» EXERCISE DESCRIPTION: Count the lines below that contain the word "Math", and reply with that number alone.

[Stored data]
● ● ●
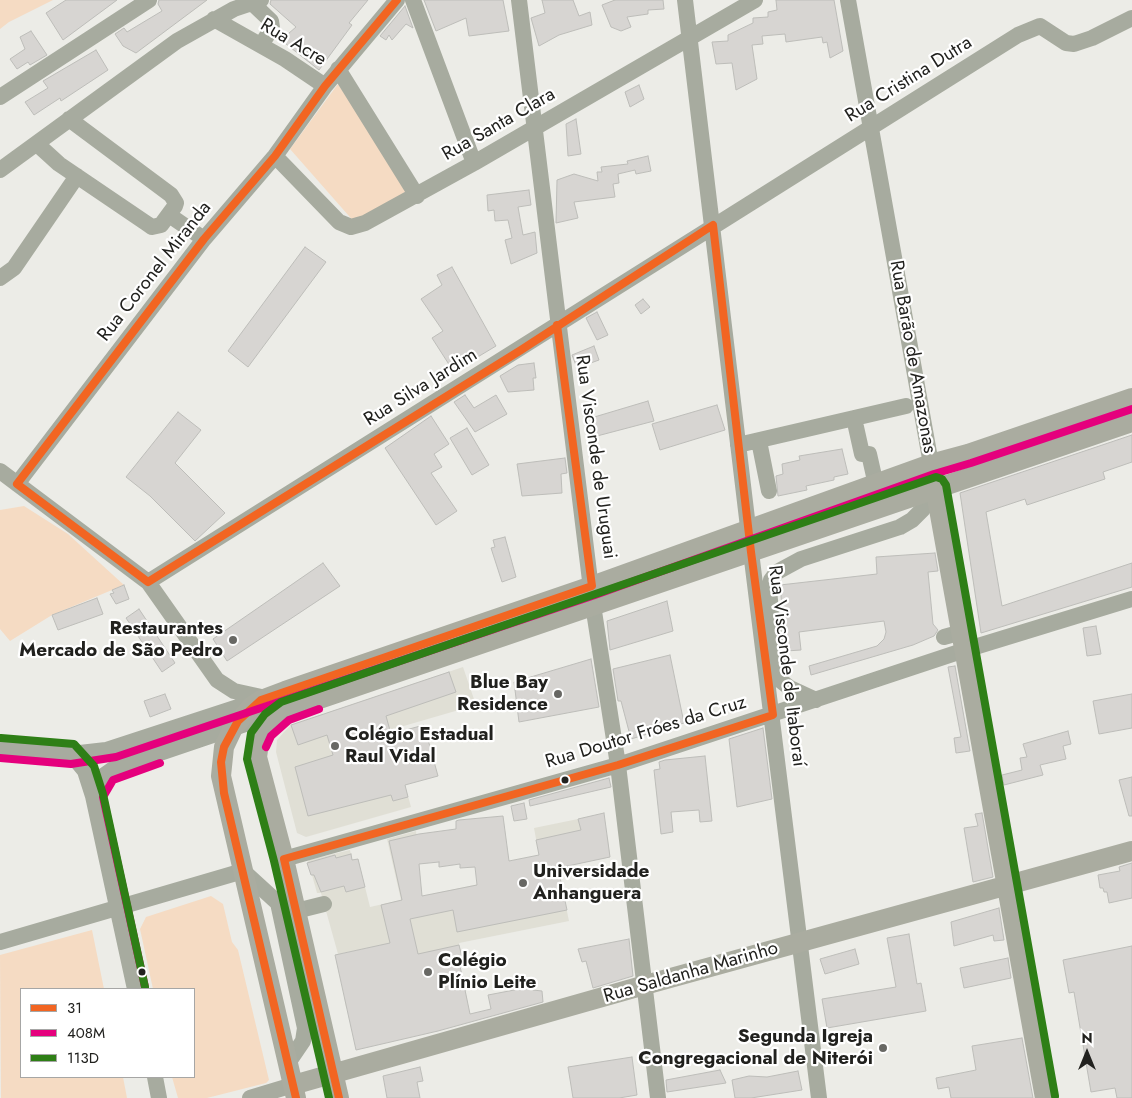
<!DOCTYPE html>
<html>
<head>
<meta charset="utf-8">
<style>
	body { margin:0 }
	#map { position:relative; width:1132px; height:1098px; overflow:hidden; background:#ecece7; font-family:Jost,sans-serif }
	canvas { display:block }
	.legend { position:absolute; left:20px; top:988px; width:175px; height:90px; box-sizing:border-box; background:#fff; border:1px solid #a6a6a5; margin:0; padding:6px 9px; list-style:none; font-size:15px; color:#21211e }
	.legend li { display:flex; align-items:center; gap:10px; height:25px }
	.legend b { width:25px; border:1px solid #a6a6a5 }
	.north { position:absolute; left:1062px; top:1028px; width:50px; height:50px; -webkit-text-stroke:4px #fff; paint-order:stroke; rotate:0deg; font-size:14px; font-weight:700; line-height:20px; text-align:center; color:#21211e }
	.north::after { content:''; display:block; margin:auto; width:18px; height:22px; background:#21211e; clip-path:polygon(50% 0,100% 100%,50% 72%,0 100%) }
</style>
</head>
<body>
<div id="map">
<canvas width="1132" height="1098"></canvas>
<ul class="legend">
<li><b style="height:6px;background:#f26522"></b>31</li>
<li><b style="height:6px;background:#e5007d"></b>408M</li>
<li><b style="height:6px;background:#2e7f16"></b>113D</li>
</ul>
<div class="north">N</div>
</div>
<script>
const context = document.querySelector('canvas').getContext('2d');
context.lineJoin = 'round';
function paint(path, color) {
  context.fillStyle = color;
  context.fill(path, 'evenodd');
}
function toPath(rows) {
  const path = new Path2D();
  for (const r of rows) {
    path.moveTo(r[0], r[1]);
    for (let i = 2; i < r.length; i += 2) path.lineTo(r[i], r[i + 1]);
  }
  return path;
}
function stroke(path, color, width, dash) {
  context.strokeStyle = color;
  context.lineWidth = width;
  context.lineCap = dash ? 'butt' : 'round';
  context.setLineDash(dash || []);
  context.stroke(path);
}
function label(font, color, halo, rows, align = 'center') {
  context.font = font + ' Jost,sans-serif';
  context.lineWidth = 4.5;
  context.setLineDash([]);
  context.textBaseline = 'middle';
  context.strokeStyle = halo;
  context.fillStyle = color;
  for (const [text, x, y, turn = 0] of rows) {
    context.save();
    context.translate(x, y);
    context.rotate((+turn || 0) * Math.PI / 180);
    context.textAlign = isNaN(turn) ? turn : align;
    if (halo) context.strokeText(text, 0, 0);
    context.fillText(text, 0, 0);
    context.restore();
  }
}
paint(toPath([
	[463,667,476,705,390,730,411,807,306,837,297,833,276,752,277,740,284,732,291,725],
	[578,819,608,839,610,857,558,868,569,921,459,943,463,965,460,966,469,1009,406,1022,400,996,346,1007,344,997,399,986,389,944,338,954,321,893,317,893,312,875,311,875,307,863,309,860,350,850,352,860,358,859,370,907,401,900,387,839,416,831,422,896,522,875,519,859,539,855,534,828]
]), '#e0dfd5');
paint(toPath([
	[0,0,53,0,9,22,0,29],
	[338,84,408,190,356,224,290,149],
	[24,506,68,534,124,585,52,615,10,641,0,629,0,510],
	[211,896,223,904,232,942,238,950,269,1080,266,1083,207,1098,178,1098,172,1077,194,1077,194,989,153,989,140,929,146,917],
	[92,930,104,989,21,989,21,1077,123,1077,127,1098,1,1098,0,955]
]), '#f5dbc3');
const building = toPath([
	[66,0,117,0,63,40,46,13,66,0],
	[159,0,207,0,136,53,123,46,115,34,124,28,127,32,162,11,158,4,159,0],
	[271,0,368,0,349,23,352,25,319,70,281,40,296,27,270,4,271,0],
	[424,0,503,0,509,31,469,36,466,18,436,31,424,0],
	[542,0,573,0,579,16,590,12,592,25,559,35,539,46,531,18,545,13,542,0],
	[615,0,663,0,664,9,648,10,648,14,627,17,631,27,621,31,611,27,602,5,615,0],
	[776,0,834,0,843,51,830,58,827,42,823,43,822,37,786,42,785,34,762,36,763,44,752,45,757,79,736,90,732,63,716,64,712,42,728,41,728,35,753,23,753,18,768,17,768,12,777,10,776,0],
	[405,6,413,28,406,24,392,40,389,35,386,40,380,36,405,6],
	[31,31,47,55,30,65,28,62,17,69,10,59,25,49,20,37,31,31],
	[96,50,108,70,61,101,60,98,34,115,25,102,48,88,43,81,96,50],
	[639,85,644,99,630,107,625,92,639,85],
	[576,119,581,154,568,156,566,124,576,119],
	[648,156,651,171,636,174,635,170,618,174,619,183,613,184,615,197,574,202,578,218,556,223,557,180,574,174,598,181,597,172,602,172,601,167,628,164,627,161,648,156],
	[529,190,531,205,518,207,523,235,535,232,537,253,511,264,505,240,512,238,508,220,495,221,494,210,488,211,487,195,529,190],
	[305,247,326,262,248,367,228,351,305,247],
	[452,267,496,346,466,364,464,361,458,366,456,363,450,366,432,338,443,331,421,299,442,285,437,275,452,267],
	[643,299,650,307,641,314,635,305,643,299],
	[597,312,608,335,597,340,586,318,597,312],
	[594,346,599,360,577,368,572,355,594,346],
	[534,363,536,378,533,378,534,390,508,392,500,376,518,365,534,363],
	[465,395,474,408,496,395,507,414,475,432,454,402,465,395],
	[648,401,654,421,597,436,591,418,648,401],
	[717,405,725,430,660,450,652,424,717,405],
	[178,412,201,430,175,463,225,513,195,541,150,496,126,477,178,412],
	[431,416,449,444,434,454,442,467,431,473,457,511,436,525,385,448,431,416],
	[467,428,489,465,472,475,450,438,467,428],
	[1132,435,1132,462,1103,472,1105,479,1027,505,1025,499,986,512,1002,606,1132,563,1132,587,981,633,960,493,1132,435],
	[842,449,848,474,834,477,834,480,806,486,807,490,778,496,776,476,783,474,782,464,800,460,799,456,842,449],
	[565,458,567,473,561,474,562,493,522,496,517,464,565,458],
	[505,537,516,577,502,582,491,548,495,547,493,540,505,537],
	[935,553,938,571,928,572,933,624,938,630,934,636,913,645,811,675,809,666,877,646,884,639,886,632,884,621,799,632,801,650,786,651,780,585,877,574,876,557,935,553],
	[323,563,340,586,227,661,213,639,323,563],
	[124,585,129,599,116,604,110,594,114,593,112,590,124,585],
	[97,598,103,614,58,630,52,615,97,598],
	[667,601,673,631,610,650,607,621,667,601],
	[139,609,175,663,162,672,126,618,139,609],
	[1096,626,1101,654,1087,656,1083,628,1096,626],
	[670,655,684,723,631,739,621,701,618,701,613,669,670,655],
	[591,659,599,707,519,722,514,682,591,659],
	[955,666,970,751,956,753,954,738,961,737,948,667,955,666],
	[449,672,456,692,386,716,391,734,424,725,438,776,405,785,408,797,393,801,391,795,308,816,295,767,333,755,327,735,298,745,291,725,449,672],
	[165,694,171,709,150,717,144,701,165,694],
	[1132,694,1132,728,1099,734,1093,701,1132,694],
	[763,728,772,799,737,807,729,739,763,728],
	[1068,731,1071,744,1063,746,1066,759,1040,765,1043,775,1004,785,1002,775,1022,770,1020,758,1027,757,1023,744,1068,731],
	[705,756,712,821,700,822,699,810,671,812,673,832,661,834,654,770,660,769,659,762,665,760,705,756],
	[1132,777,1132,816,1129,816,1119,780,1132,777],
	[609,778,611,787,530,806,529,800,609,778],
	[524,803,527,819,514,821,511,806,524,803],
	[604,813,610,857,558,868,567,910,457,932,453,910,410,919,418,954,459,945,464,965,460,966,470,1014,491,1009,488,995,530,987,533,990,542,991,543,1002,438,1031,356,1050,335,955,390,943,381,905,402,900,389,841,419,834,456,829,456,821,459,820,503,816,509,861,539,855,536,840,581,830,578,819,604,813],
	[439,862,439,867,460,864,460,868,475,867,477,885,422,896,419,864,439,862],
	[982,813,993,877,973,882,964,828,978,826,975,814,982,813],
	[351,854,352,860,358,859,365,887,346,892,344,886,321,892,314,875,311,875,307,863,335,855,336,858,351,854],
	[1132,863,1132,898,1109,903,1107,892,1104,892,1103,888,1100,888,1098,875,1120,871,1119,867,1132,863],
	[999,908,1004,940,994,941,993,935,954,946,951,922,999,908],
	[909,934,917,984,921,983,926,1011,827,1028,822,999,896,987,887,938,909,934],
	[629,939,633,976,593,988,586,961,582,962,578,949,629,939],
	[1132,946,1132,1098,1117,1098,1115,1088,1091,1092,1074,992,1069,993,1063,960,1132,946],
	[855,949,859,964,825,974,820,959,855,949],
	[1008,958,1011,978,964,988,960,968,1008,958],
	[1022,1038,1033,1098,951,1098,949,1087,938,1089,936,1078,976,1070,972,1046,1022,1038],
	[632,1057,637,1095,619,1098,573,1098,568,1067,632,1057],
	[420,1067,423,1081,417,1082,420,1098,387,1098,383,1076,420,1067],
	[720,1070,726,1083,667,1092,666,1080,720,1070],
	[798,1071,802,1090,751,1098,735,1098,732,1080,749,1076,767,1077,798,1071]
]);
paint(building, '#d7d5d2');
stroke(building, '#bdbdb9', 1);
stroke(toPath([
	[413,0,474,163],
	[519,0,593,605,618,765,658,1098],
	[685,0,751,552,819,1098],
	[848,0,931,464],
	[252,3,271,21,272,28,261,45],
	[214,19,285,59,325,86],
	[338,69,417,196],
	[0,97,149,0],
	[37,144,59,164,146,223,152,227,161,225,175,206,176,203,171,195,69,119],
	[275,156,339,222,351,227,365,223,474,163,755,0],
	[0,170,177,41,234,9,261,0],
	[169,215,204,239],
	[0,278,14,268,77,176],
	[854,418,862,454,869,454,876,485],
	[759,441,769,491],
	[738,445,906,406],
	[0,471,148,582,217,680,234,691,266,698],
	[17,484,204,239,275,156,325,86,397,0],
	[148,582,1018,35,1040,26,1066,43,1074,44,1092,38,1132,18],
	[944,637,962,632],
	[816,700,790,688,781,681,778,673,769,591,771,580,777,572,801,559,900,527,912,520,923,509,936,487],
	[0,748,71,754,106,750,259,700],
	[71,754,85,771,93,796,135,989],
	[93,796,103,776,113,769,281,712],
	[284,859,618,765,965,650,1132,599],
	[296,911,324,904],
	[0,942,243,871,278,903,305,1028,303,1041,288,1063],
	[155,1077,159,1098],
	[250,1098,293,1085]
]), '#a7ab9f', 16);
stroke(toPath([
	[933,476,1045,1098],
	[293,1085,645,985,1132,851],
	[296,1098,221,776,224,747,233,728,252,706,261,700,285,691,592,586,931,464,968,454,1132,398],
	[339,1098,284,859,257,757,260,736,272,721,284,711,1132,422]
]), '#aaaca0', 20);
stroke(toPath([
	[17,484,204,239,275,156,325,86,397,0],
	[17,484,148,582],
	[148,582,521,350,713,225,751,552,773,715,618,765,284,859,339,1098],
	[296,1098,224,793,221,762,224,747,238,721,261,700,592,586,557,325]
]), '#f26522', 8);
stroke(toPath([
	[266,747,271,736,289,720,319,709],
	[0,758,71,764,116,757,595,595,934,474,971,463,1132,409],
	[145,987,103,797,113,780,160,763]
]), '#e5007d', 8);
stroke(toPath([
	[1,738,74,744,94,766,103,794,145,987],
	[329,1098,274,861,247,759,251,733,265,714,281,702,936,477,942,479,946,485,1055,1096]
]), '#2e7f16', 8);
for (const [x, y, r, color] of [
	[233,640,5,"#686864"],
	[558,694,5,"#686864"],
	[335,746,5,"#686864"],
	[565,780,4.5,"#21211e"],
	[523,883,5,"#686864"],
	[142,972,4.5,"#21211e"],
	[428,972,5,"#686864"],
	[883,1048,5,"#686864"]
]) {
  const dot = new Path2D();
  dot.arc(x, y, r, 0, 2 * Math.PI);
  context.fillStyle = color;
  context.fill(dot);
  stroke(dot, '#fff', 2);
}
label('19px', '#21211e', '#fff', [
	["Rua Acre",293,43,31],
	["Rua Cristina Dutra",909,80,-32],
	["Rua Santa Clara",499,125,-30],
	["Rua Coronel Miranda",155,272,-52],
	["Rua Barão de Amazonas",912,357,80],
	["Rua Silva Jardim",421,388,-32],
	["Rua Visconde de Uruguai",595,457,82],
	["Rua Visconde de Itaboraí",786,666,83],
	["Rua Doutor Fróes da Cruz",646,733,-17],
	["Rua Saldanha Marinho",691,973,-16]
]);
label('bold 19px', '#21211e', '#fff', [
	["Restaurantes",223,629],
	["Mercado de São Pedro",223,651],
	["Blue Bay",548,683],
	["Residence",548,705],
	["Colégio Estadual",345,735,"left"],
	["Raul Vidal",345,757,"left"],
	["Universidade",533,872,"left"],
	["Anhanguera",533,894,"left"],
	["Colégio",438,961,"left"],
	["Plínio Leite",438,983,"left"],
	["Segunda Igreja",873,1037],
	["Congregacional de Niterói",873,1059]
], 'right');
</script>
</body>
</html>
● ● ●
» EXERCISE RESPONSE: 2